House Bill 108 would exempt Anchorage Waste Water Utility from regulation by the Regulatory Commission of Alaska (RCA). Except for the City of Pelican, no other municipal owned water/wastewater utility is regulated by the RCA. (Pelican requested regulation of its water utility by the RCA).
The current RCA regulation processes are cumbersome, slow, expensive, and non-responsive to local needs. Ratepayers are required to pay for the expensive RCA regulatory process as a surcharge on every bill, whether or not their utility has a case pending. For example, from 1993 until 2003 AWWU never had a rate increase from the RCA or the APUC, yet ratepayers have paid a regulatory assessment to the RCA as part of every bill. In 2004 AWWU ratepayers are projected to pay about $500,000 to the RCA to cover the costs of regulation. The greatest costs appear in the form of regulatory delay in obtaining approval of a requested change.
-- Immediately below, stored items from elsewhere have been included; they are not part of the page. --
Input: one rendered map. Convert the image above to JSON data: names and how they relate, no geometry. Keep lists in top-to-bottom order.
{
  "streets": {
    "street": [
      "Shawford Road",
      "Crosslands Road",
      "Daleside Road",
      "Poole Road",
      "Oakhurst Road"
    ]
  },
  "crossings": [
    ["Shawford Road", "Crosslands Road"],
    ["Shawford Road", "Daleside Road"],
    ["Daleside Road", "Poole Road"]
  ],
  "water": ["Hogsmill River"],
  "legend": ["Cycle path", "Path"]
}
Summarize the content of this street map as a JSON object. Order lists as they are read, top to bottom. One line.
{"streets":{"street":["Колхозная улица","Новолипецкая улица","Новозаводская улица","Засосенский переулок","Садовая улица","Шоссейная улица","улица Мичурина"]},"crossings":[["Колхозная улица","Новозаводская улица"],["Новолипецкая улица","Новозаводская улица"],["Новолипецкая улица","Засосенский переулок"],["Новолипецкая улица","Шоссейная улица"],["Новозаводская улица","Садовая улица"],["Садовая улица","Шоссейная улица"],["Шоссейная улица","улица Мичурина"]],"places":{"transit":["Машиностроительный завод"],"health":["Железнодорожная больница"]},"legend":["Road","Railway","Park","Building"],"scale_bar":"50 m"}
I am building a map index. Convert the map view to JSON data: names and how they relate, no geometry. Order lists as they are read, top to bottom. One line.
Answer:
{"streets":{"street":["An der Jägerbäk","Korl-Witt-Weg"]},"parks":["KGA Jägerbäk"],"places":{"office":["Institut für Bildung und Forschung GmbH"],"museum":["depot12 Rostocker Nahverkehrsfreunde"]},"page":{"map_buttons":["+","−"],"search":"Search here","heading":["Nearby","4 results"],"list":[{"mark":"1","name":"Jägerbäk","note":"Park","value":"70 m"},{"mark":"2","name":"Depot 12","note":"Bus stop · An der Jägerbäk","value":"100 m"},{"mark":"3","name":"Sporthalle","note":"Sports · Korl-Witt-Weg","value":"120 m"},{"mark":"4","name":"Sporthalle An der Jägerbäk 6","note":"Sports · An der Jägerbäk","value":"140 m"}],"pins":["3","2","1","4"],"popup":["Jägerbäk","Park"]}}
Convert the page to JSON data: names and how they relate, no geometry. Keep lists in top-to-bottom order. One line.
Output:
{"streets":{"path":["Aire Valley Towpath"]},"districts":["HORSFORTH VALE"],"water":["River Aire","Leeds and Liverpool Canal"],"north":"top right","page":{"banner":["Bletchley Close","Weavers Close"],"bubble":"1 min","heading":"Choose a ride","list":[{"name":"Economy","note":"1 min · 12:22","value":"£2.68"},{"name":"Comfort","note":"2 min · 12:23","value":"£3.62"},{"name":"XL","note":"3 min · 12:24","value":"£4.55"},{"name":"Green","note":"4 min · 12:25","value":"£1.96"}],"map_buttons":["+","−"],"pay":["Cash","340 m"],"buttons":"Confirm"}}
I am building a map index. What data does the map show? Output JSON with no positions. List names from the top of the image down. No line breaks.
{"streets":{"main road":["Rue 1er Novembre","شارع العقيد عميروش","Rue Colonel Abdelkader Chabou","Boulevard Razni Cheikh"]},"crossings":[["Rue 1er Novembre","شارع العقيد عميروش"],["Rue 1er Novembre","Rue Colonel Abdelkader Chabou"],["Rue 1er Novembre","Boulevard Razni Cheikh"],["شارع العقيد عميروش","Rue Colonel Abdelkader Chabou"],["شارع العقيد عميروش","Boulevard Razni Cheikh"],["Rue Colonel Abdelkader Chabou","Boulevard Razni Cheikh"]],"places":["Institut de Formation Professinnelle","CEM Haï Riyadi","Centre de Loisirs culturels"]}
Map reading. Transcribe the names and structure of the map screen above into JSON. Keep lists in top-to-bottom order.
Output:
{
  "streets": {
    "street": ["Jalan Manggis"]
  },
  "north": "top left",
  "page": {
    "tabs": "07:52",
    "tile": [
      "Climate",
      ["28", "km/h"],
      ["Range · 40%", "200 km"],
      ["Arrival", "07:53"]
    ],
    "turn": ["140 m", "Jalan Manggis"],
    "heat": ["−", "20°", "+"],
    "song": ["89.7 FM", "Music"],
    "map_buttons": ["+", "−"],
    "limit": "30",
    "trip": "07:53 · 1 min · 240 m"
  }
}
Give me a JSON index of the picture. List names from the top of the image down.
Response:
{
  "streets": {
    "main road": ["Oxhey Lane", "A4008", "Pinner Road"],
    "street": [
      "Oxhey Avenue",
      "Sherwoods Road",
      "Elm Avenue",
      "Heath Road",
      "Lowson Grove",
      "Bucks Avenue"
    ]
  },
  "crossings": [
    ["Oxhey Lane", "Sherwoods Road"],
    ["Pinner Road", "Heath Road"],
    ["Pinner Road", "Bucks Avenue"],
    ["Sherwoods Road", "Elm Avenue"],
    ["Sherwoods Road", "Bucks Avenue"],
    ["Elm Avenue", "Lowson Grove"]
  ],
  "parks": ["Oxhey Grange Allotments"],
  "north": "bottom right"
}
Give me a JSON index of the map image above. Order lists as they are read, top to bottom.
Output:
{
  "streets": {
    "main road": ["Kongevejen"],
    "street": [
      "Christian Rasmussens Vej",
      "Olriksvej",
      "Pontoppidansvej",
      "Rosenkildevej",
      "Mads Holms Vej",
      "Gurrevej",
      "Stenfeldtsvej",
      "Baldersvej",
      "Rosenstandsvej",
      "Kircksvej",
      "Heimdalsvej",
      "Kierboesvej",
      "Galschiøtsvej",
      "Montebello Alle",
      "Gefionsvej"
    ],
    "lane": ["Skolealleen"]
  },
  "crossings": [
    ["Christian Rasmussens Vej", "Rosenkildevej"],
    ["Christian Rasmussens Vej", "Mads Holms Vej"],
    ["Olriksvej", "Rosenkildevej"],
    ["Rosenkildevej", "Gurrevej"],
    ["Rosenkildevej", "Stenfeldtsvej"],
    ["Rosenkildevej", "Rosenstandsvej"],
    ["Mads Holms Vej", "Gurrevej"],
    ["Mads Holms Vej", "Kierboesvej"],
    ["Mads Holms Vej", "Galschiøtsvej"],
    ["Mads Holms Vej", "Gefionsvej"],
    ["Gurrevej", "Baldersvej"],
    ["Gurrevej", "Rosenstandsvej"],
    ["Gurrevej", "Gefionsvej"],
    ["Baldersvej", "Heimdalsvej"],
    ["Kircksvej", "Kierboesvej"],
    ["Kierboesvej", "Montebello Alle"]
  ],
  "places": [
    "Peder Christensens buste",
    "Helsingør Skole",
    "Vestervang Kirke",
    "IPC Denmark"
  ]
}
The MOA is directly accountable to ratepayers served by the utilities - they are voters. The Municipality has experience successfully regulating enterprise activities. The Port of Anchorage, Solid Waste Services and Merrill Field are all financially sound and provide first class customer service. Municipal public hearings are held on any proposed rate increase and the public is very involved in the hearing process.
HB 108 changes existing law by adding language stating a water or sewer utility owned by a political subdivision not directly competing with another water or sewer utility is exempt from RCA regulation. Additionally, Section 2 continues any pending matters before the RCA and therefore those matters are not affected by this legislation. Additionally rulings made by the RCA pending the effective date of the legislation remain in effect until the public body is established and completes a rate review process based on the utility's cost in a test year (test year not earlier than 2004).
HB 108 also contains a contingency clause in Section 3, which allows the legislation to take effect only if the governing body establishes a separate body to continue the fair and open process of setting rates based on standard industry practices.